The contractor, subcontractor, trucking broker, or other
person making payment to an employee laborer, mechanic, worker, or truck
owner-operator may not accept a rebate for the purpose of reducing or otherwise
decreasing the value of the compensation paid.
Subp. 7.
Trucking definitions.
The following terms have the meanings given them for the
purpose of parts
5200.1105 and
5200.1106 and Minnesota Statutes,
sections
177.41
to
177.44.
A. "Independent truck owner-operator" is an
individual, partnership, or principal stockholder of a corporation who owns or
holds a vehicle under lease and who contracts that vehicle and the owner's
services to an entity which provides construction services to a public works
project. In addition, an owner and operator of a vehicle that is licensed and
registered as a truck, tractor, or truck-tractor by a governmental motor
vehicle regulatory agency is an independent contractor, not an employee, only
if each of the following factors are significantly present:
(1) the individual, partnership, or
corporation owns the equipment or holds it under a lease arrangement;
(2) the individual, partnership, or
corporation is responsible for the maintenance of the equipment;
(3) the individual, partnership, or
corporation bears the principal burden of the operating costs, including fuel,
repairs, supplies, vehicle insurance, and personal expenses while on the road,
but not including brokerage fees;
(4) the owner drives the equipment;
(5) the owner determines the details and
means of performing the services in conformance with regulatory requirements,
operating procedures, and specifications of the entity with which the
individual or corporation contracts; and
(6) the individual or corporation enters into
a legally binding agreement that specifies the relationship to be that of an
independent contractor and not that of an employee.
B. "Trucking firm" is any legal business
entity that owns more than one vehicle and hires the vehicles out for services
to brokers or contractors on public works projects.

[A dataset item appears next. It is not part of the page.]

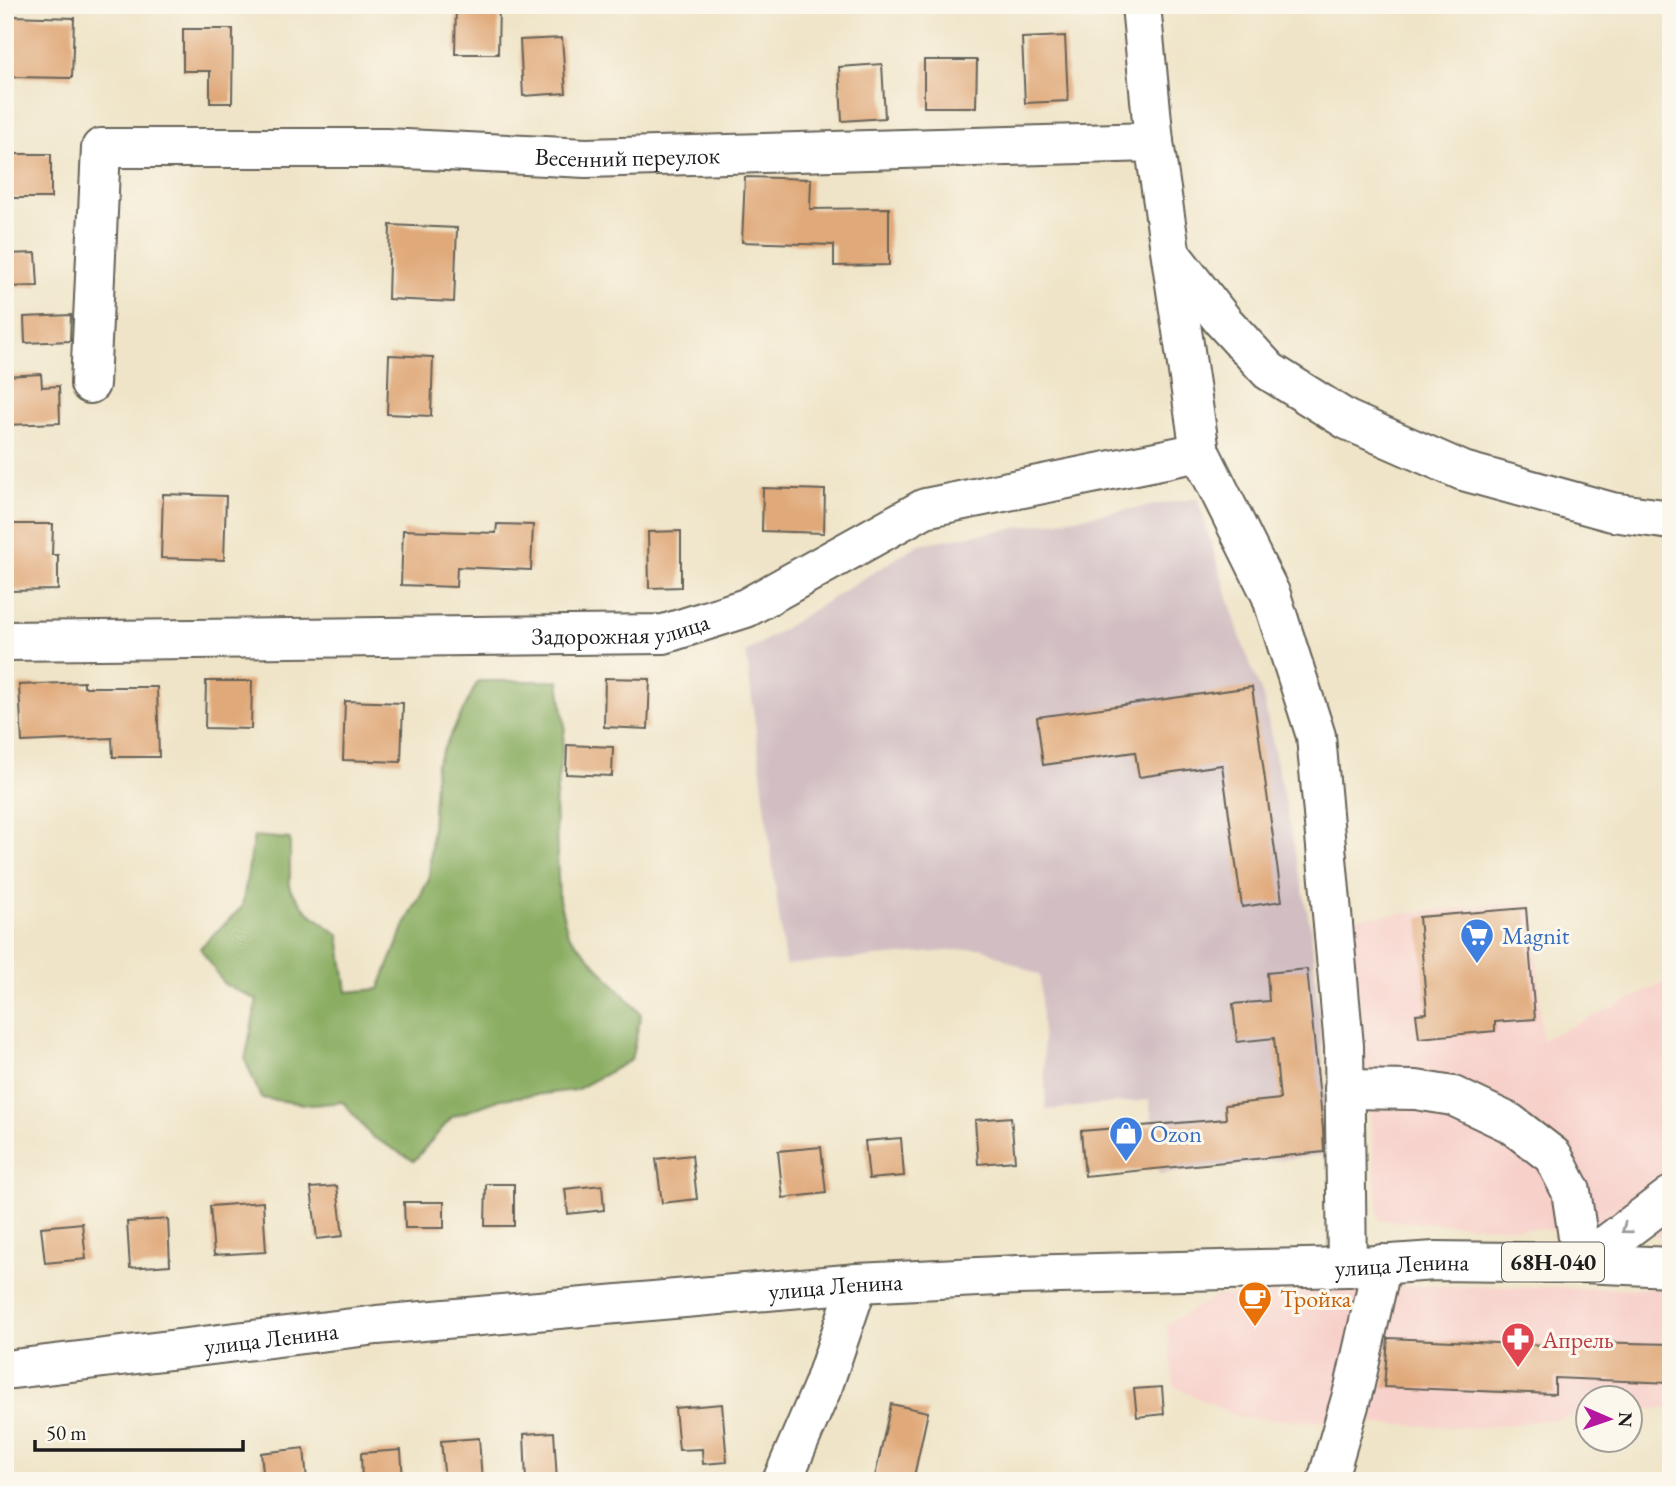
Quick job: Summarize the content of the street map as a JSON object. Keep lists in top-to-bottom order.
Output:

C. "Trucking broker" is an individual or
business entity, the activities of which include, but are not limited to:
(1) contracting to provide trucking services
in the construction industry to users of such services;
(2) contracting to obtain such services from
providers of trucking services;
(3)
dispatching the providers of the services to do work as required by the users
of the services;
(4) receiving
payment from the users in consideration of the trucking services provided;
and
(5) making payment to the
providers for the services.
D. "Own" and "operate" have the following
meanings and apply to independent truck owner-operators and trucking firms. The
notation "truck owner-operator" for the purposes of this part will apply to
both the independent owner-operator and trucking firms unless otherwise
defined:
(1) "Own" means to have a legal and
rightful title to the vehicle or to have an approved lease on the
vehicle.
(2) "Operate" means the
owner either physically drives the vehicle or hires another to physically drive
the vehicle but maintains the right to direct the day-to-day operations of the
vehicle.
Subp.
8.
Trucking provisions.
A. Independent truck owner-operators or the
owner-driver of a trucking firm are not required to be paid the truck rental
rate for:
(1) time spent repairing or
maintaining, or waiting to repair or maintain, the truck owner-operator's
equipment, except that repair, maintenance, or time spent waiting to load or
unload which is attributable to the fault of the broker, contractor, agent
thereof, or an employee of such entities, must be included in the hours worked
and paid the hourly truck rental rate; and
(2) time spent correcting work that was not
performed according to the prime contract that can be directly attributed to
the negligence of the truck owner-operator.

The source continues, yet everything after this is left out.